All of lore.kernel.org
 help / color / mirror / Atom feed
From: Jens Axboe <jaxboe@fusionio.com>
To: Theodore Tso <tytso@MIT.EDU>
Cc: Dave Chinner <david@fromorbit.com>,
	Markus Trippelsdorf <markus@trippelsdorf.de>,
	Linus Torvalds <torvalds@linux-foundation.org>,
	"linux-kernel@vger.kernel.org" <linux-kernel@vger.kernel.org>,
	Chris Mason <chris.mason@oracle.com>
Subject: Re: [GIT PULL] Core block IO bits for 2.6.39 - early Oops
Date: Fri, 25 Mar 2011 13:14:36 +0100	[thread overview]
Message-ID: <4D8C872C.1030805@fusionio.com> (raw)

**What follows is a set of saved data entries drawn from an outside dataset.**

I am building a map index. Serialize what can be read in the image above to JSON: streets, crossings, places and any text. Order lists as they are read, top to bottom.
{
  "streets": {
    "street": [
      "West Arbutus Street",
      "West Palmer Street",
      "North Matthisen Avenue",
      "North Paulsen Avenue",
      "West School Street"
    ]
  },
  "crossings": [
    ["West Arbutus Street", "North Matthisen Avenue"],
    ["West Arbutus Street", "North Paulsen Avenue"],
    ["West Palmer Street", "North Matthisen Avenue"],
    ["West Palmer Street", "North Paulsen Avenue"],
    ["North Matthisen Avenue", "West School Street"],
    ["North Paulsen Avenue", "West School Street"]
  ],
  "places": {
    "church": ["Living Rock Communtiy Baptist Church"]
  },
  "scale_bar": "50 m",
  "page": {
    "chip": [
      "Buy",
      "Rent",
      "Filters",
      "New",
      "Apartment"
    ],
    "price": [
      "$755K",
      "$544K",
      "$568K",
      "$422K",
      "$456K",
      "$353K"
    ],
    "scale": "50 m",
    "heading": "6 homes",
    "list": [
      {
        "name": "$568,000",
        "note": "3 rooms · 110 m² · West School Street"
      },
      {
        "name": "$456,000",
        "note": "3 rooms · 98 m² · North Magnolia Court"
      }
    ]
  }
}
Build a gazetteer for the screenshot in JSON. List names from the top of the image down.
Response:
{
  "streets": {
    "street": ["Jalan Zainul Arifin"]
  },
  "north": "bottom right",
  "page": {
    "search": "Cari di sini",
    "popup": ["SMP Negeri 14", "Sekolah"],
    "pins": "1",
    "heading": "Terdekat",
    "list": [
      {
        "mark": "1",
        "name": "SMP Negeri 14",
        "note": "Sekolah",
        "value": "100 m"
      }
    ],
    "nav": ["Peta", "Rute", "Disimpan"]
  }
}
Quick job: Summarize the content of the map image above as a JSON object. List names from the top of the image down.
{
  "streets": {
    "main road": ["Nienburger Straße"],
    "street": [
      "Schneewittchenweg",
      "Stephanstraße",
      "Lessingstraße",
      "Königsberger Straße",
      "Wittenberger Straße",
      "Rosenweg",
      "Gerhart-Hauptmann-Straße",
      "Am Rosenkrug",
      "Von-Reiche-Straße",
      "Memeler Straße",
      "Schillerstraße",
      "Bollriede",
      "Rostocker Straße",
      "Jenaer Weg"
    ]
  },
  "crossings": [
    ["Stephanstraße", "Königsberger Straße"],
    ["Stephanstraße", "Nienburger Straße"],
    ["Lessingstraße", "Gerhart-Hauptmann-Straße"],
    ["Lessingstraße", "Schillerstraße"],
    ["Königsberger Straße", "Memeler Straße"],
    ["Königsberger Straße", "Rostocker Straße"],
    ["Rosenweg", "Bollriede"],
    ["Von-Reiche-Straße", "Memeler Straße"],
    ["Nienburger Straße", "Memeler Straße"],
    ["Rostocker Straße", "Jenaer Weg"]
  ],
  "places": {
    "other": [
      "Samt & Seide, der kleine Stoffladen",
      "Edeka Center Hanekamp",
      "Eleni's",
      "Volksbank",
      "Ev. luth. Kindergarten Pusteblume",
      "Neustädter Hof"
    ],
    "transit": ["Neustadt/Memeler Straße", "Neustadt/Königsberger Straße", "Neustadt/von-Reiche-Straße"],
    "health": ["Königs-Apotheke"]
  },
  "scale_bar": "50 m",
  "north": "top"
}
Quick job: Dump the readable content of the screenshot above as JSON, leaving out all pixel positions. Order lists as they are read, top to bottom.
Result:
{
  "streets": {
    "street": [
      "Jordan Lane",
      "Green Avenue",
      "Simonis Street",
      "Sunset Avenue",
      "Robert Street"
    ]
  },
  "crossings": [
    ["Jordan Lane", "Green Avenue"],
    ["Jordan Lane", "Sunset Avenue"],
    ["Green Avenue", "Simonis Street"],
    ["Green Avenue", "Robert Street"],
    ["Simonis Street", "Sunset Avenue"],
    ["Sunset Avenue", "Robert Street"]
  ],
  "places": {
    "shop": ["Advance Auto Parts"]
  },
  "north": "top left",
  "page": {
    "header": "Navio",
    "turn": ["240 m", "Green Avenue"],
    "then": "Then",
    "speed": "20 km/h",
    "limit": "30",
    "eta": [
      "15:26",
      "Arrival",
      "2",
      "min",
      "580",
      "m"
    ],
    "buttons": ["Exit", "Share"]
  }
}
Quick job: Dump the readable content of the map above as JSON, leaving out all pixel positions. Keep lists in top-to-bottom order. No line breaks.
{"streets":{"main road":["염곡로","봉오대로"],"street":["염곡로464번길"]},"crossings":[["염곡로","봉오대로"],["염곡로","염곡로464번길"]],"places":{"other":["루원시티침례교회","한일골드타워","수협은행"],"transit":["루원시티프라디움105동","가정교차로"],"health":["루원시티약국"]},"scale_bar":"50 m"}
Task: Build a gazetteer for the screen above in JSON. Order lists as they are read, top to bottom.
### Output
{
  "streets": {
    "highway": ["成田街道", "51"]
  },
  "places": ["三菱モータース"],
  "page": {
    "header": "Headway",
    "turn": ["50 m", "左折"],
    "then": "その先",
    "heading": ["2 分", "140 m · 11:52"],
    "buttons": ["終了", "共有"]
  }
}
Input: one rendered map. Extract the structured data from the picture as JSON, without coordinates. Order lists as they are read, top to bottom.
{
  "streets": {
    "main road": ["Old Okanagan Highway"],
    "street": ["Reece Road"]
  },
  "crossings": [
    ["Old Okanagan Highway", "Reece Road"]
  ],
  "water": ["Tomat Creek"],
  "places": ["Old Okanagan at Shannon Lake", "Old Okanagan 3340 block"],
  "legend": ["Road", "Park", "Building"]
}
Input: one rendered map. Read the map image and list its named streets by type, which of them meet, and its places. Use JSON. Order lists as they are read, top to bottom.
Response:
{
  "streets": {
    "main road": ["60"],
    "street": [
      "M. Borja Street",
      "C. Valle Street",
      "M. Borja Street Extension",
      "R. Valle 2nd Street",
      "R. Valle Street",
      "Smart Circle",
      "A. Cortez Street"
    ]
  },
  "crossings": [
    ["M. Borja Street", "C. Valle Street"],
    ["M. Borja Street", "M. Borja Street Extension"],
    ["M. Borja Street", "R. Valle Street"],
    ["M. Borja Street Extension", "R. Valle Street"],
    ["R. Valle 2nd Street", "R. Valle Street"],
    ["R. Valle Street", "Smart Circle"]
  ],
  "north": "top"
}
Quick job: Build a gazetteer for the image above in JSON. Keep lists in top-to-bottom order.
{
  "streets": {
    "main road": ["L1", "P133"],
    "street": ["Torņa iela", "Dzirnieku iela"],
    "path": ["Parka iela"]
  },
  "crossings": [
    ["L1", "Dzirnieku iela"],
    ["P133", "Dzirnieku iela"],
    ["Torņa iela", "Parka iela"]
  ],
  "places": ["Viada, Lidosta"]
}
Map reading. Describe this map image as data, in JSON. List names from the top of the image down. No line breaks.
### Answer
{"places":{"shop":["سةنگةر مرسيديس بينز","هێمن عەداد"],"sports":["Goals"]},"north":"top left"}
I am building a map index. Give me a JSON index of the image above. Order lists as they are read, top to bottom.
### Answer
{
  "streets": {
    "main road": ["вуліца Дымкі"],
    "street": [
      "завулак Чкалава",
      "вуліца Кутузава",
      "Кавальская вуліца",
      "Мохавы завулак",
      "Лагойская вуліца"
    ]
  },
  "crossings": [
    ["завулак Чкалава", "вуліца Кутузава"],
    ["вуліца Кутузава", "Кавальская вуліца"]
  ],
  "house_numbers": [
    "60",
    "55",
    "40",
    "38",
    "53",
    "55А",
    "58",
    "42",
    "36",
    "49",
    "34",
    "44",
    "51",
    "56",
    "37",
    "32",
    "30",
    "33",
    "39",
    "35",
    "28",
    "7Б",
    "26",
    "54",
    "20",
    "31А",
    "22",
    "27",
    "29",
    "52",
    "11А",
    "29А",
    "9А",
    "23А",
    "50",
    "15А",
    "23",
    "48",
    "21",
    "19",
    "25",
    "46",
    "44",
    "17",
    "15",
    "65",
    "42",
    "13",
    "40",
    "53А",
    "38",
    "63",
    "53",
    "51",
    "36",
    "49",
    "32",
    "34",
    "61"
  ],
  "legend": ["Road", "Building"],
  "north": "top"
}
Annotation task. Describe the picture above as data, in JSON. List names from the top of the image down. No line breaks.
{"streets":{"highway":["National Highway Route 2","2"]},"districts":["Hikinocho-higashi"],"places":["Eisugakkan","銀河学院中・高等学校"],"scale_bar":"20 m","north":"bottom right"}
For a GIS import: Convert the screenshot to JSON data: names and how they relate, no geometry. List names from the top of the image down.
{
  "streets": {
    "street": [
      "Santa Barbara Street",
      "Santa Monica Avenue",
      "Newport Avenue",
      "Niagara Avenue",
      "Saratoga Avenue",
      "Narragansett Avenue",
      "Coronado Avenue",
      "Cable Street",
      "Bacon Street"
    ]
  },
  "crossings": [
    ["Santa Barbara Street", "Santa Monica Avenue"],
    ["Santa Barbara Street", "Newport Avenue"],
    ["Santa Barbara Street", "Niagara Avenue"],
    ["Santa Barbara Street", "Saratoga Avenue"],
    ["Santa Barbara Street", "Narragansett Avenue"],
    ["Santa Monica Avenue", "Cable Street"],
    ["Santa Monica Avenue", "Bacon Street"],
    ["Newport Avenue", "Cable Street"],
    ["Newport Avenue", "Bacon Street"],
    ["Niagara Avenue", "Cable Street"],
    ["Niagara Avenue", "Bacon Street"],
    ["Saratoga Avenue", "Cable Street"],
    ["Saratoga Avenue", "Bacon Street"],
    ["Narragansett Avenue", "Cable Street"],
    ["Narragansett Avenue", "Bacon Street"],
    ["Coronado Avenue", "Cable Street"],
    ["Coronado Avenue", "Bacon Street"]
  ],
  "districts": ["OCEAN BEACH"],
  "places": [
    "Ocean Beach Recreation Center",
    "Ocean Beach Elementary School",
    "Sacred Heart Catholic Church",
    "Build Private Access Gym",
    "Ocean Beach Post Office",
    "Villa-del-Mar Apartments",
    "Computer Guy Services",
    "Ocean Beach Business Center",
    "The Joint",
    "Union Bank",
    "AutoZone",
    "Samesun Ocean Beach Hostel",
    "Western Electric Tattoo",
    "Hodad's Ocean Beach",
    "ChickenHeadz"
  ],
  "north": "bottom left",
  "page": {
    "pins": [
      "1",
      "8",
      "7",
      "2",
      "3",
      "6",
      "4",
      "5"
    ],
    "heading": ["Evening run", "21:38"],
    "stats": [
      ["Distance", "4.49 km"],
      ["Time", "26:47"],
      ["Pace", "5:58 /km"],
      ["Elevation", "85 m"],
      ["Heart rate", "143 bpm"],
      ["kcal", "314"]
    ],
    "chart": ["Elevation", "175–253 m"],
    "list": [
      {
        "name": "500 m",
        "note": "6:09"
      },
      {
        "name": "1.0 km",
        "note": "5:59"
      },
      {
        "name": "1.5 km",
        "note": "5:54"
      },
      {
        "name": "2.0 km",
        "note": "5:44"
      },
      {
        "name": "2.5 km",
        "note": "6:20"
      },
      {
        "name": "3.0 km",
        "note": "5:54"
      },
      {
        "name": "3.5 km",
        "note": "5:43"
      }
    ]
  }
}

In-Reply-To: <91CCAB14-F9CC-4676-94C3-FBCDD0663FD5@mit.edu>

On 2011-03-25 12:59, Theodore Tso wrote:
> 
> On Mar 25, 2011, at 12:41 AM, Dave Chinner wrote:
> 
>>>
>>> It works insofar as the Oops is gone. But my xfs partitions apparently
>>> still get corrupted (I had to run xfs_repair on several of them, because
>>> they would not mount otherwise).
>>
>> So the patchset is causing repeatable filesystem corruption? Sounds
>> to me like this series is not yet ready for mainline merging. Last
>> thing I want to spend the .39 cycle helping people recover busted
>> filesystems as a result of undercooked block layer changes...
> 
> FYI.   I did a trial merge last night of the ext4 changes last night with
> the tip of Linus's tree.   The ext4 changes (based on 2.6.38-rc5) 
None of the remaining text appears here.